Imagination introduces Catapult RISC-V CPU cores
As expected, Imagination Technologies is giving another try to the CPU IP market with the Catapult RISC-V CPU cores following their previous unsuccessful attempt with the MIPS architecture, notably the Aptiv family.
Catapult RISC-V CPUs are/will be available in four distinct families for dynamic microcontrollers, real-time embedded CPUs, high-performance application CPUs, and functionally safe automotive CPUs.

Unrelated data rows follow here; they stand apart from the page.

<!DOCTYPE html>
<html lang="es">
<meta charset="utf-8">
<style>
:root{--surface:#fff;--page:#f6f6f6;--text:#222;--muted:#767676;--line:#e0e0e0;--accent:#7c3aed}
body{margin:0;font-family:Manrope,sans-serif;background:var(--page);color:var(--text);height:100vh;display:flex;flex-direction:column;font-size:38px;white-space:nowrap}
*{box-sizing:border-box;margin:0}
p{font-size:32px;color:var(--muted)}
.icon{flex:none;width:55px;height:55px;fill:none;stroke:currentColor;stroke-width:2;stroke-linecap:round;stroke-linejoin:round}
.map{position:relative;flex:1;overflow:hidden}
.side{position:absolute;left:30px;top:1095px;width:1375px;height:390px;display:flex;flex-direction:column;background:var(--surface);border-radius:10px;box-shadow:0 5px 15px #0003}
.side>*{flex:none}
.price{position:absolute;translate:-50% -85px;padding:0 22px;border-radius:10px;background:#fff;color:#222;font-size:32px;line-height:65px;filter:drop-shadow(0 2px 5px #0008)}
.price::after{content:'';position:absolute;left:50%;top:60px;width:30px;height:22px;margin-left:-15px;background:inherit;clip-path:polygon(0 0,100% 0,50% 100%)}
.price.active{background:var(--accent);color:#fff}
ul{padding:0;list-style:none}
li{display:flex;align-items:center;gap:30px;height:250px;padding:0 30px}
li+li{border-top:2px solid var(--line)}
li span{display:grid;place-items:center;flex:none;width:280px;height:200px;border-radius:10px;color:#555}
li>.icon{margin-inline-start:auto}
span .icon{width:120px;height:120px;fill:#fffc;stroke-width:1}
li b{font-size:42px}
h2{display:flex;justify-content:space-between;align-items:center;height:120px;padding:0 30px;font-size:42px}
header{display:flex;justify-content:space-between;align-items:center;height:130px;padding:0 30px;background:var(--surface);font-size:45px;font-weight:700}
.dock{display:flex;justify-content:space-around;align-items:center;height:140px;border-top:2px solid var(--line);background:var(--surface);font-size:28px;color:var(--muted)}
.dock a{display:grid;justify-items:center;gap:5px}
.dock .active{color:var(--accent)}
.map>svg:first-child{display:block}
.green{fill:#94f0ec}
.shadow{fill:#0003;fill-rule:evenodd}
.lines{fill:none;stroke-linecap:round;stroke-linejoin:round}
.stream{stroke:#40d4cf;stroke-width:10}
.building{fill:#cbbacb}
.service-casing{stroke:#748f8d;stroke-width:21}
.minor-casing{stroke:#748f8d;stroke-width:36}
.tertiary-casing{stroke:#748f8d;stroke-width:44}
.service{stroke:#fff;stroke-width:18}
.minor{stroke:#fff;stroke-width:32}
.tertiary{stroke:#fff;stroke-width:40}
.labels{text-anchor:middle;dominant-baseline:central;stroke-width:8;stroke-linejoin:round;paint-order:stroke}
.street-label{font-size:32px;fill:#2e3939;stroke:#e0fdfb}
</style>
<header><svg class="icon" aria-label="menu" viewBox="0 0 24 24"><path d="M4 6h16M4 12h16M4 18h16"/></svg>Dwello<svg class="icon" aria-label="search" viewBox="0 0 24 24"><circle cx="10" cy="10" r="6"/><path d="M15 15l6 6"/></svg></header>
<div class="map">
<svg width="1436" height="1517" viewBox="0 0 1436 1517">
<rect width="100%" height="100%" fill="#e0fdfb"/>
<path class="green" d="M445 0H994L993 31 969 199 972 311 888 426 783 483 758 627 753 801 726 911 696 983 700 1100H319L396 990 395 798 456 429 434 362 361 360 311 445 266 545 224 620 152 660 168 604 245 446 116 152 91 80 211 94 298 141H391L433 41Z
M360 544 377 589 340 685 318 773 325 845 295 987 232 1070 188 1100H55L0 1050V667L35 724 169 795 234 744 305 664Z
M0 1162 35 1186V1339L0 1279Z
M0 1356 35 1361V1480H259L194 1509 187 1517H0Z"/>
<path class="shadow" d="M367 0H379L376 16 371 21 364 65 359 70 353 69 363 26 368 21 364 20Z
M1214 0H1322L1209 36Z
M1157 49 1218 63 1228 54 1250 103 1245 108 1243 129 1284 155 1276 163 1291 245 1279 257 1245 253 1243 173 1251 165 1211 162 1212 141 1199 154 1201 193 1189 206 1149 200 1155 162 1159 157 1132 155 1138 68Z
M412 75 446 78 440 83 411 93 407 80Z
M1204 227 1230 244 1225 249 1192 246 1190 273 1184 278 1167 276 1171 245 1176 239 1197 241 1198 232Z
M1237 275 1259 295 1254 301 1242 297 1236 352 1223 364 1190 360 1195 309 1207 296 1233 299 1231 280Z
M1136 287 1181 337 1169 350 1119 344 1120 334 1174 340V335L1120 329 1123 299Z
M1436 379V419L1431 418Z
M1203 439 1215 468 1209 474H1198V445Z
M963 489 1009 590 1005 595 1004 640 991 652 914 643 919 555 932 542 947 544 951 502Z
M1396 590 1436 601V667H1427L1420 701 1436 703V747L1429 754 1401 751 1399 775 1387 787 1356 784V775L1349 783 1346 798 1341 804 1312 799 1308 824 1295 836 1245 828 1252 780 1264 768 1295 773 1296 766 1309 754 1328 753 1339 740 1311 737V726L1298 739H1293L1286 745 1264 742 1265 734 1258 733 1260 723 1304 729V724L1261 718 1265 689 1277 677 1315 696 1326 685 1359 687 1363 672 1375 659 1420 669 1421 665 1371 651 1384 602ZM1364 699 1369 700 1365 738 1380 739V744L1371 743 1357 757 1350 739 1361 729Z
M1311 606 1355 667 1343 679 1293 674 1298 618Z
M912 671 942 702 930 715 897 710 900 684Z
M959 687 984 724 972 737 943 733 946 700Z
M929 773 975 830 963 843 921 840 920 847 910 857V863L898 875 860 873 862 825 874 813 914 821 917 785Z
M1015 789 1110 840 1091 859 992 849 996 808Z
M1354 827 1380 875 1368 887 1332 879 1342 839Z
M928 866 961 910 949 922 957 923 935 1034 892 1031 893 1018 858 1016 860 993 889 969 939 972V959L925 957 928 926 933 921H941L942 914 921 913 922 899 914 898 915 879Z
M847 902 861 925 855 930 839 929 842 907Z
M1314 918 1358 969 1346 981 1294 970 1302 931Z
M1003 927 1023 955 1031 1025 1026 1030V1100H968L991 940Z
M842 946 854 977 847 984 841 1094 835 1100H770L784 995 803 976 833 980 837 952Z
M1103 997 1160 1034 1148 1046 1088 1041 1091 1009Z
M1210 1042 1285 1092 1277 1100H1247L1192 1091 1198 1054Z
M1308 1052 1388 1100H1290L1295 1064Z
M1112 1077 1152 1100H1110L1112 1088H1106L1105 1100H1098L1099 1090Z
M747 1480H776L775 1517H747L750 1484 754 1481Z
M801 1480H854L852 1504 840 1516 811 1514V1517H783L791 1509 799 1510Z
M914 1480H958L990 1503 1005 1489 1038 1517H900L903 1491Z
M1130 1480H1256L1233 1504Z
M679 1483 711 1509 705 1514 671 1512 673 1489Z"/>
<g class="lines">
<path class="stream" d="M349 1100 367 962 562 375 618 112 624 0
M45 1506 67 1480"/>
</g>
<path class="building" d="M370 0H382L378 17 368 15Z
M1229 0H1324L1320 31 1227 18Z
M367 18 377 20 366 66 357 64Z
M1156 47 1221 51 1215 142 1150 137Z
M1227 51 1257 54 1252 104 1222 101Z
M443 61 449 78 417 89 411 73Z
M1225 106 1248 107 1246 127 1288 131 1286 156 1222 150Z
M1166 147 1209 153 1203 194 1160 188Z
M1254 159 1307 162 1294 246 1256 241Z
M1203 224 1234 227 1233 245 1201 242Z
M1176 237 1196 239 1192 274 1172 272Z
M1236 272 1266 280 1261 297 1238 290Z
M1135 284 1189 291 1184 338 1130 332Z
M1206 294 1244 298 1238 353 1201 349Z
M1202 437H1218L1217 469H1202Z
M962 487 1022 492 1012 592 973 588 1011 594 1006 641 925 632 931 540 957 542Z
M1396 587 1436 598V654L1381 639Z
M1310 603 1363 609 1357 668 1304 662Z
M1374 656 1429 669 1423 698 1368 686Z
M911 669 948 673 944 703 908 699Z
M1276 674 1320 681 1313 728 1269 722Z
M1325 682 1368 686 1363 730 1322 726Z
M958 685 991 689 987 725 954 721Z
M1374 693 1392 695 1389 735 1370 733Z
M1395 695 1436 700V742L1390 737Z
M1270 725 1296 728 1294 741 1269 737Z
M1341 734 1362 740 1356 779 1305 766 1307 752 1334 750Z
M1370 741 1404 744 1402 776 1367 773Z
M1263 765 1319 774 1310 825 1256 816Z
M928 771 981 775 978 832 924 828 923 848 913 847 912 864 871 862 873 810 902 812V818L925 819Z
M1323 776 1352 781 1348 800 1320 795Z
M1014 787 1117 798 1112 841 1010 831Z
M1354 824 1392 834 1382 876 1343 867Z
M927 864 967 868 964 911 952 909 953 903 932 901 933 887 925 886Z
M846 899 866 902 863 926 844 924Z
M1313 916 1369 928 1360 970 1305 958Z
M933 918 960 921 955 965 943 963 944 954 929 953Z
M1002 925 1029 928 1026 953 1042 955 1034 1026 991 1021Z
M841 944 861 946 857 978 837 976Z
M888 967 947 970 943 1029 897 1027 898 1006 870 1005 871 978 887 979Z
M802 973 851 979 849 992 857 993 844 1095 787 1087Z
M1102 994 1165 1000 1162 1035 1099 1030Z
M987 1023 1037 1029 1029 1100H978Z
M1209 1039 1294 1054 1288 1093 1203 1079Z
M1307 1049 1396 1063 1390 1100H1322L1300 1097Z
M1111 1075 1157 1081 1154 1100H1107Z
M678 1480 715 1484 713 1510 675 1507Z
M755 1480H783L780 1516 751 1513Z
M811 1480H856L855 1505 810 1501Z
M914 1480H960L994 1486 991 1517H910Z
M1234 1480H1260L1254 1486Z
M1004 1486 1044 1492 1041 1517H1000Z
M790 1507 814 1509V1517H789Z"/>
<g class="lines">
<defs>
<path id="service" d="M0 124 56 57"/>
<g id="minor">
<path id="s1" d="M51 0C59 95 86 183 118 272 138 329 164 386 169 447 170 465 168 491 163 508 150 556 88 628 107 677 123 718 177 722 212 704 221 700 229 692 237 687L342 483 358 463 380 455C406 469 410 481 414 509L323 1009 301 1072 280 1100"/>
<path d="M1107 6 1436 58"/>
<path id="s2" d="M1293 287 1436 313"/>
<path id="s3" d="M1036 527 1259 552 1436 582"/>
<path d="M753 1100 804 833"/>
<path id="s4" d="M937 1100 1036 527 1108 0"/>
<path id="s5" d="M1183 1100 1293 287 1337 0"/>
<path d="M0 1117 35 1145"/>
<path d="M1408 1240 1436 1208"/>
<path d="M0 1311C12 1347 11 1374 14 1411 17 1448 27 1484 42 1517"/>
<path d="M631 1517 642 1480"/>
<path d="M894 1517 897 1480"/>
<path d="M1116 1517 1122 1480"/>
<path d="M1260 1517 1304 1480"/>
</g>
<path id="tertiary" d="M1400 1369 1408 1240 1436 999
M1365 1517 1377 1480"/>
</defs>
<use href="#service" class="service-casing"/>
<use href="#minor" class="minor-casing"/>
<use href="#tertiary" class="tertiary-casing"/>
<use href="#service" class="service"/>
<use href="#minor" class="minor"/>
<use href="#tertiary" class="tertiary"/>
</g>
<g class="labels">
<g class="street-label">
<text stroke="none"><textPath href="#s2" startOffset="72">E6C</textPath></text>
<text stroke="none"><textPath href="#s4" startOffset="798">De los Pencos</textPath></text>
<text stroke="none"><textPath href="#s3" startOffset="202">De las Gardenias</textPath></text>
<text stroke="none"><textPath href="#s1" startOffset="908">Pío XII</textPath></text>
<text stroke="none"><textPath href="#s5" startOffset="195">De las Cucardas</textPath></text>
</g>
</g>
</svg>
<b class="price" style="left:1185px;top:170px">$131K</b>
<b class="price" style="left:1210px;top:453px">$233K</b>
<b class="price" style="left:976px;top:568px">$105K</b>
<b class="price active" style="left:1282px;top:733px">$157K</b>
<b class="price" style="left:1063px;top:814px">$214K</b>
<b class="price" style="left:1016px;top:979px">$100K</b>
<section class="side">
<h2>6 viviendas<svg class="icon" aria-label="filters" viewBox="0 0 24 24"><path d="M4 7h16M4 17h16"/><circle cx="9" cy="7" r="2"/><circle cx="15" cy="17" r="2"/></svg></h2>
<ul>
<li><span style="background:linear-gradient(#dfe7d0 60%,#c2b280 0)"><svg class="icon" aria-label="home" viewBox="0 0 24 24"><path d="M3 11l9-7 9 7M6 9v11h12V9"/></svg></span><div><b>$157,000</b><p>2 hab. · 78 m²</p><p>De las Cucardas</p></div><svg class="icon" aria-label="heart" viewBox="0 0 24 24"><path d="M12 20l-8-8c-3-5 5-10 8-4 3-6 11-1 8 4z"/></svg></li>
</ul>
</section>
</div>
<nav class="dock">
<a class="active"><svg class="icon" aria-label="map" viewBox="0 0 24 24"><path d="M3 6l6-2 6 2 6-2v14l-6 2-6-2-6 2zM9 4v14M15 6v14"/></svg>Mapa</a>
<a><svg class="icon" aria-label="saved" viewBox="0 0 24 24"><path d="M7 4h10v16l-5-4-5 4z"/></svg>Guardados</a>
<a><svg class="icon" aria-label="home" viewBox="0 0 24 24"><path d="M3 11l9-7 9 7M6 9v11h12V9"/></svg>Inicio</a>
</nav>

The new 32-/64-bit RISC-V cores will be scalable to up to eight asymmetric coherent cores-per cluster, offer a "plethora of customer configurable options", and support optional custom accelerators. What you won't see today are block diagrams and detailed technical information about the cores because apparently, all that information is confidential even though some Catapult RISC-V cores are already shipping "in high-performance Imagination automotive GPUs". The only way to get more details today is to sign an NDA.
Also at AnandTech and Phoronix.
Previously: Imagination Announces B-Series GPU IP: Scaling up with Multi-GPU
Imagination Technologies Plans to Design RISC-V Cores
Related: Innosilicon Graphics Cards Based on "Fantasy One" GPU Feature Up to 32GB GDDR6X Memory
(Score: 2, Interesting) by Anonymous Coward on Tuesday December 07 2021, @04:20PM (1 child)
> how many "bomble"-flops do you really need to carry around to make a phone call?
I was trying to reduce active (not idle) power consumption* on my phone (playing podcasts burns through the battery at around 3% per hour), and experimented with disabling cpu cores.
It has a Snapdragon 730G A55 and A76 cores.
I disabled all but one A55 "small" core, and the phone was very painful to use. But, with two A55 cores, web browsing (with ublock origin), calls, messaging, UI navigation, podcast player, etc., were all fine. So, for my use case, I apparently don't need anywhere close to the maximum "bomble-flops" available on my phone.
*Even with only a single A55 core enabled, it didn't help with active power consumption, though.
(Score: 0) by Anonymous Coward on Tuesday December 07 2021, @04:34PM
Phone manufacturers have tuned the hell out of basic power efficiency at this point for RUNNING software.
The only thing you can do to significantly increase your power efficiency is turn down your screen brightness and disable software/services that you don't give a damn about but that the phone manufacturer or software companies do, generally for the purposes of spying on you to collect marketing data.